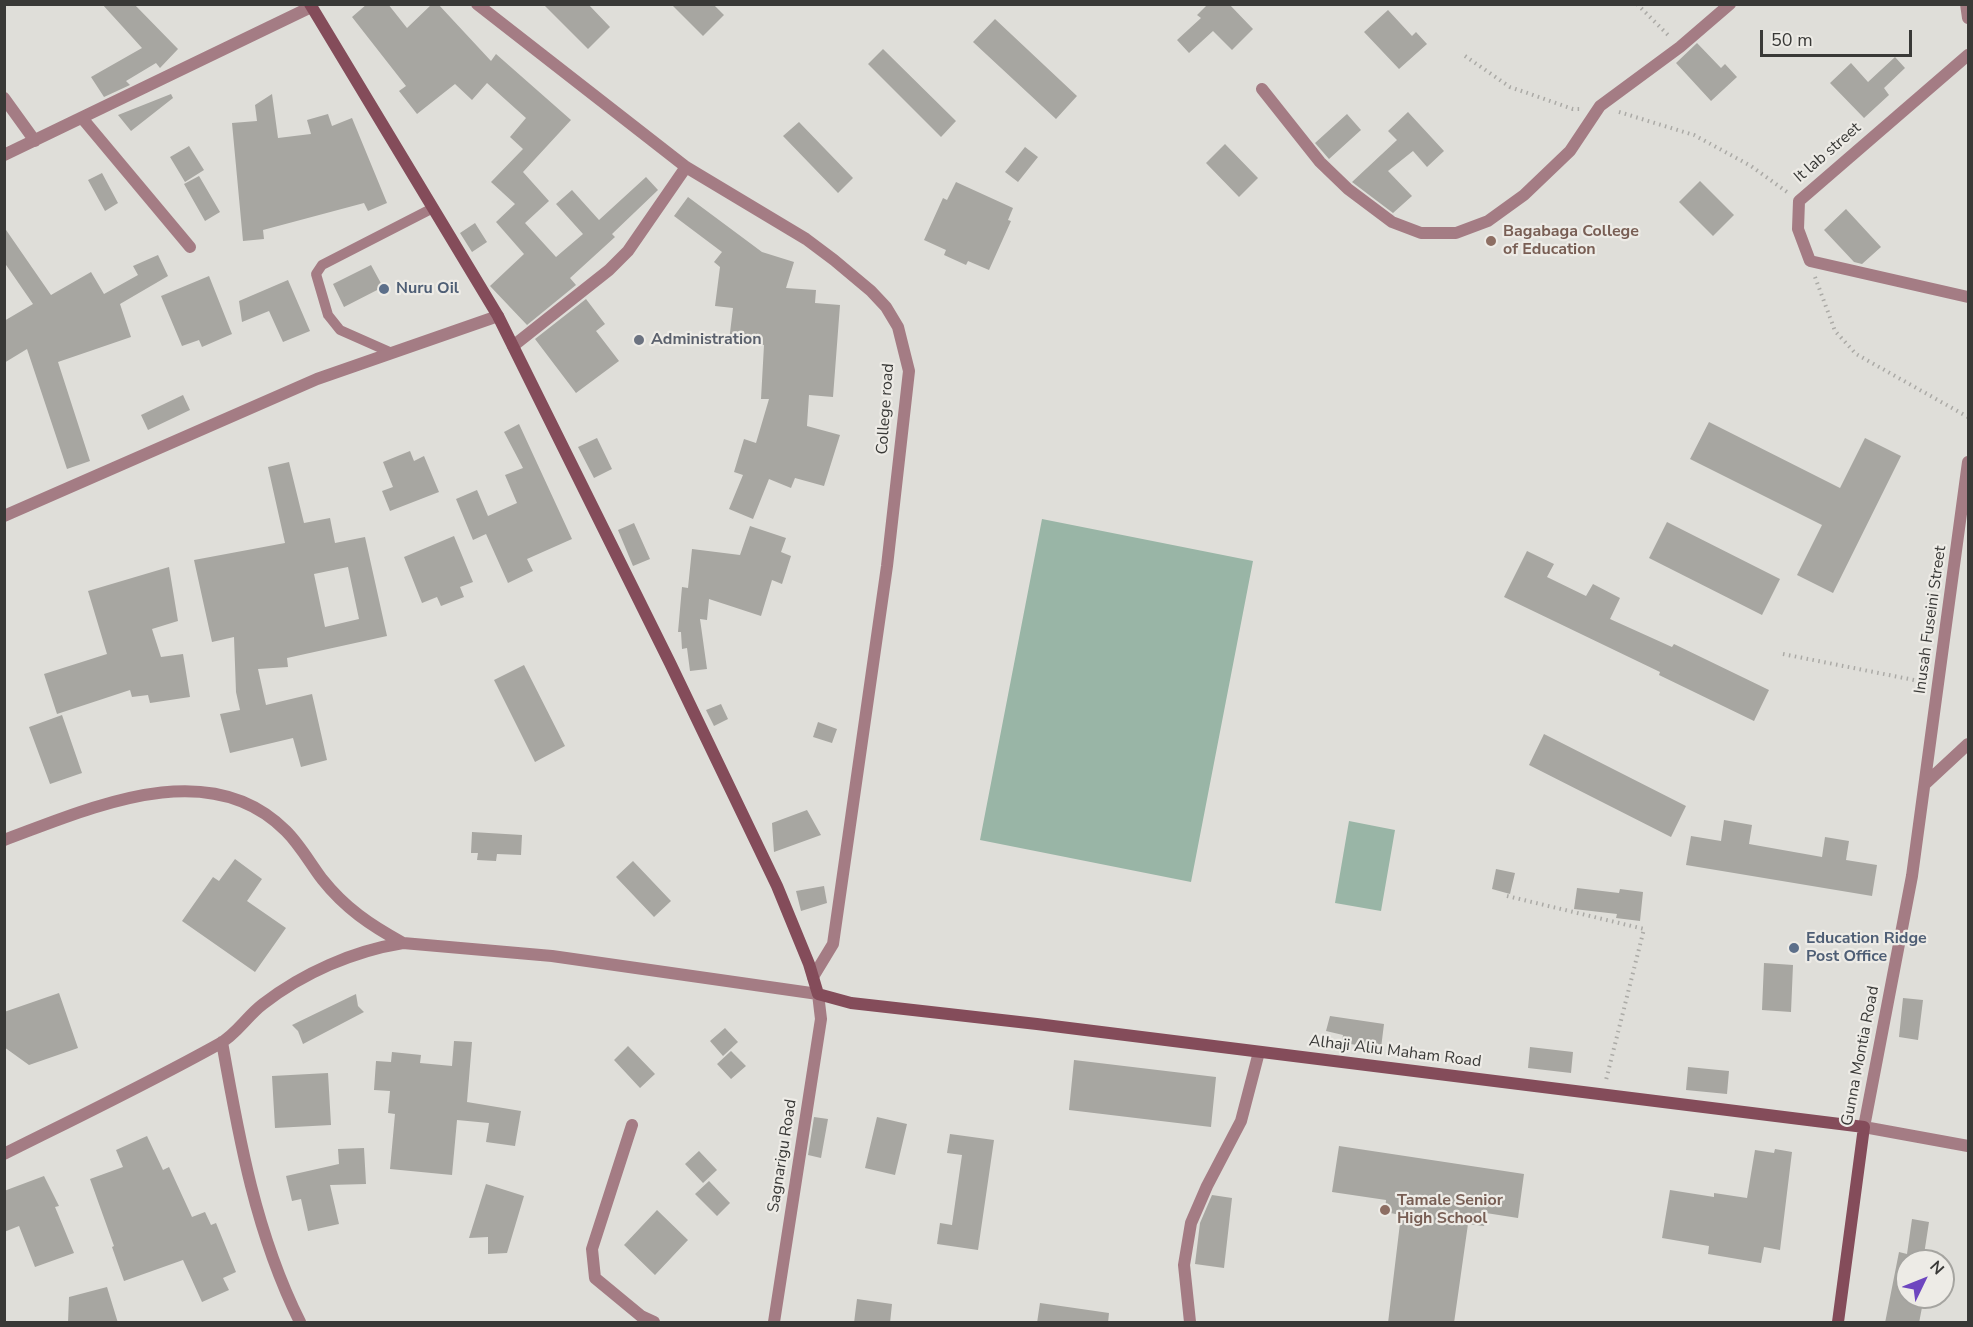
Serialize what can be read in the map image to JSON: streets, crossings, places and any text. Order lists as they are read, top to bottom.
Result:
{
  "streets": {
    "street": [
      "It lab street",
      "College road",
      "Inusah Fuseini Street",
      "Alhaji Aliu Maham Road",
      "Gunna Montia Road",
      "Sagnarigu Road"
    ]
  },
  "crossings": [
    ["Inusah Fuseini Street", "Gunna Montia Road"],
    ["Alhaji Aliu Maham Road", "Gunna Montia Road"],
    ["Alhaji Aliu Maham Road", "Sagnarigu Road"]
  ],
  "places": [
    "Bagabaga College of Education",
    "Nuru Oil",
    "Administration",
    "Education Ridge Post Office",
    "Tamale Senior High School"
  ],
  "scale_bar": "50 m",
  "north": "top right"
}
....................
**Work order**
The entries above are to be repeated in full, except for their pictures.

**Output for this exercise**
Serialize what can be read in the map image to JSON: streets, crossings, places and any text. Order lists as they are read, top to bottom.
Result:
{
  "streets": {
    "street": [
      "It lab street",
      "College road",
      "Inusah Fuseini Street",
      "Alhaji Aliu Maham Road",
      "Gunna Montia Road",
      "Sagnarigu Road"
    ]
  },
  "crossings": [
    ["Inusah Fuseini Street", "Gunna Montia Road"],
    ["Alhaji Aliu Maham Road", "Gunna Montia Road"],
    ["Alhaji Aliu Maham Road", "Sagnarigu Road"]
  ],
  "places": [
    "Bagabaga College of Education",
    "Nuru Oil",
    "Administration",
    "Education Ridge Post Office",
    "Tamale Senior High School"
  ],
  "scale_bar": "50 m",
  "north": "top right"
}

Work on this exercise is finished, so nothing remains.